Couldn't resist and also got Cinematic Strings 2 - I have played half an hour with it and I must admit it's the most impressive string library I've played/heard yet. So supersimple with a great playabilty and sound. I have e.g. LASS 2, HS Diamond and some VSL strings but as far as ease of use, playability and sound is concerned Cinematic Strings 2 beats them all for my personal taste. I love the simple interface and its philosophy.

This lib is a wonderful piece of art.

I hope 8Dio's "Adagio" is gonna blend well with it and those two will be a great combination I think.

Marco


----------



## williemyers (Mar 8, 2012)

thanks folks, for the responses above and I too have taken the plunge! 6 hours in and it really is *very* impressive. all the things mentioned above....the SOUND, ease of use, etc.


----------



## zvenx (Mar 8, 2012)

yep, that's the two biggest ones for me.. the sound first and easy of use.....

rsp


----------



## artinro (Mar 8, 2012)

marcotronic @ Thu Mar 08 said:


> Couldn't resist and also got Cinematic Strings 2 - I have played half an hour with it and I must admit it's the most impressive string library I've played/heard yet. So supersimple with a great playabilty and sound. I have e.g. LASS 2, HS Diamond and some VSL strings but as far as ease of use, playability and sound is concerned Cinematic Strings 2 beats them all for my personal taste. I love the simple interface and its philosophy.
> 
> This lib is a wonderful piece of art.
> 
> ...



Thanks for the assessment! I'd love to hear a few more opinions from folks who have LASS 2.0, HS, and also CS 2.0.


----------



## otsoa (Mar 9, 2012)

Hello !

I trying to reproduce the runs sequence:
http://www.youtube.com/watch?v=HCvcUPUxzXw

But I don't have the same sound "mordant" like the first note off violins on the youtube exemple. I use the runs keyswitch but with other keyswitch its the same.
http://onirike.free.fr/temp/cs2.mp3

Sorry for my poor english.


----------



## otsoa (Mar 9, 2012)

With low velocity seems to be OK, but the gain is to low.


----------



## palestrina7 (Mar 12, 2012)

*Re: Cinematic Strings- is there a manual?*

Loving these strings. Is there any sort of manual beyond the Quick Start on the CS site? I have lots of questions, like what the default CC for volume? My patches work with CC7 but don't show up as registered to CC7 Is CC11 functional as a default? Is creating a new CC for playing position a toggle or a variable? (0-127). How does the vibrato controller button interact with CC2? I would prefer to look all of this up myself rather than throw it out here.. Have I missed a download or URL for help?


----------



## Alex W (Mar 12, 2012)

Hi Palestrina. Glad you're enjoying CS2. 

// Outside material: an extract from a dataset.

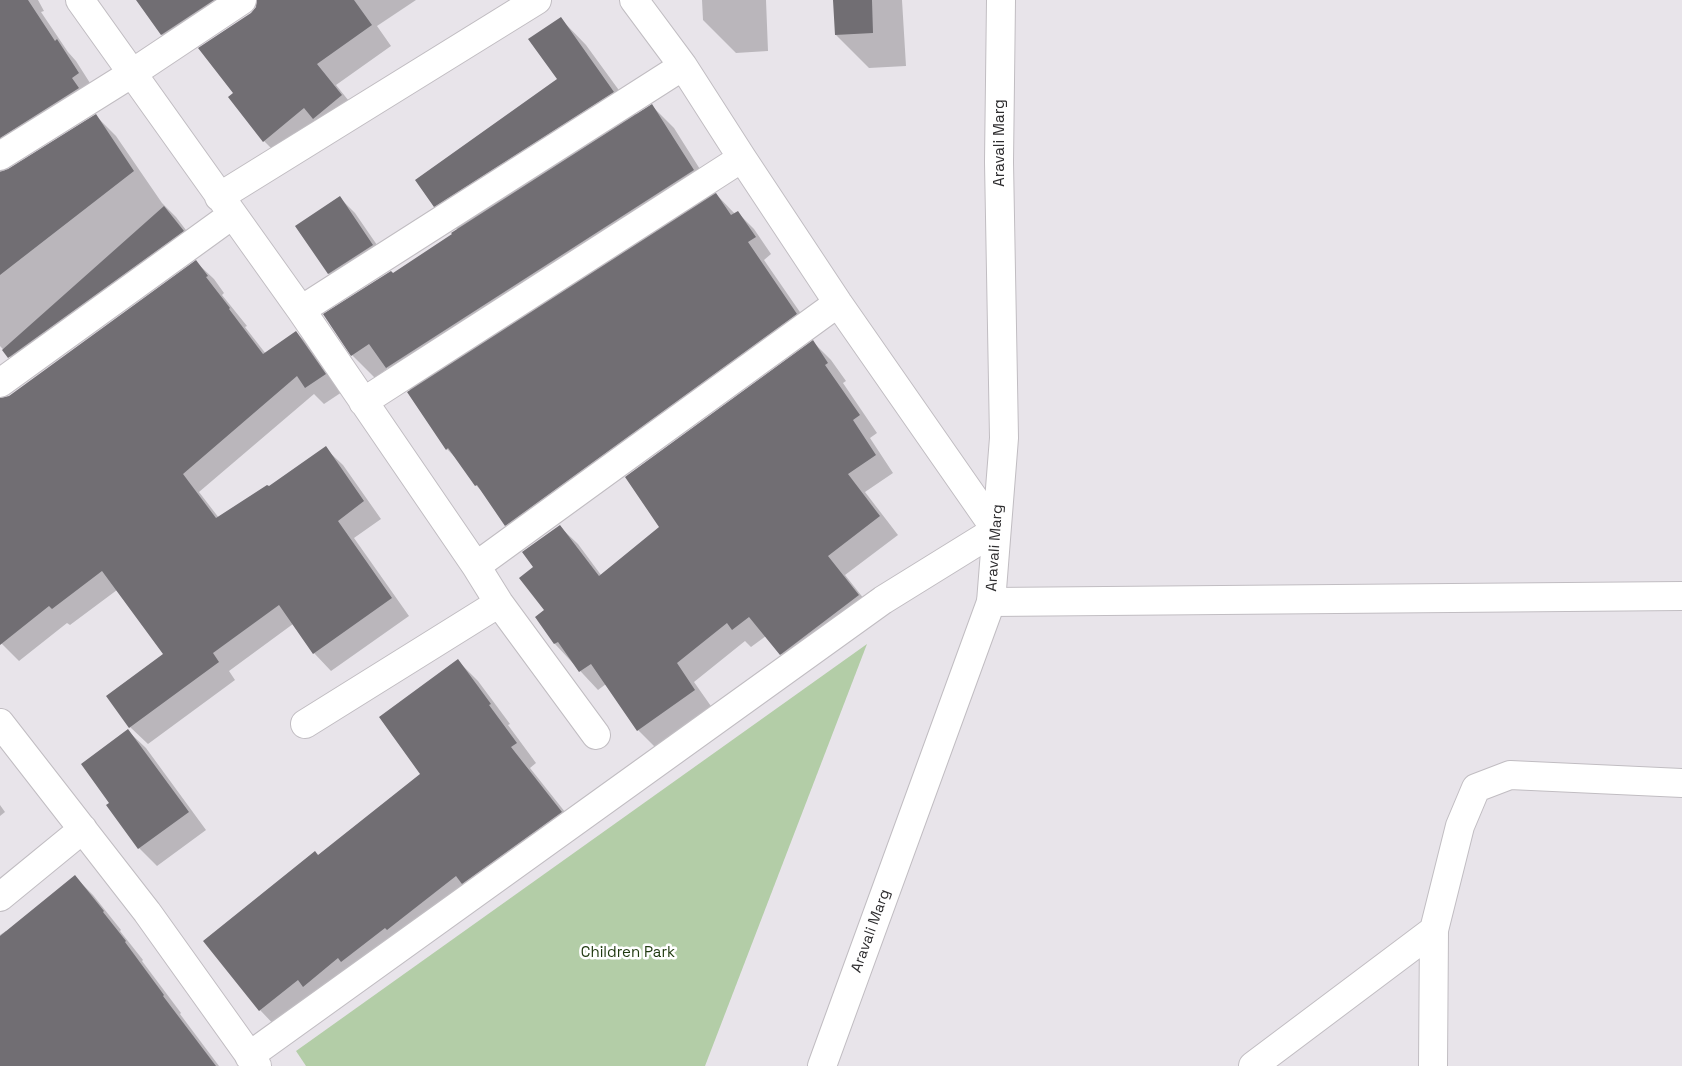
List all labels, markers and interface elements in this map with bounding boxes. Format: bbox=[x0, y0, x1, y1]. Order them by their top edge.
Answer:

Thanks for the feedback, and yes you're right - CC11 also affects the master volume of a patch. Playing position is a toggle.

Vibrato control remains off by default until you move the controller assigned to it, to save on voice count. You can switch it off again manually via the "Vibrato Control" switch (the switch itself can also be assigned to a CC if you want).

By the way, questions like this would probably be answered quicker via our support form on our contact page here:
http://www.cinematicstrings.com/index.php/contact


----------



## palestrina7 (Mar 12, 2012)

OK, Alex. Thanks. I just dislike bothering you. I am working on a couple of mockups of complicated string pieces I know really well... Thats the best way to learn what the possibilities are... And they are remarkable for your strings. I've almost finished the Barber adagio, which I have conducted many times. It is going to be impressive -- seriously impressive. I never thought it would be possible to recreate the enormous depth of sound of a live performance, but it is within my reach now. That's why I really need to understand the interplay of the various tools, so I appreciate your help. Kudos!


----------



## victory (Mar 14, 2012)

Hi there. I was wondering how is the short articulations in cinematic strings? I really like the spiccato sounds in lass but can cinematic strings sound anything like that?


----------



## Frederick Russ (Mar 14, 2012)

victory @ Wed Mar 14 said:


> Hi there. I was wondering how is the short articulations in cinematic strings? I really like the spiccato sounds in lass but can cinematic strings sound anything like that?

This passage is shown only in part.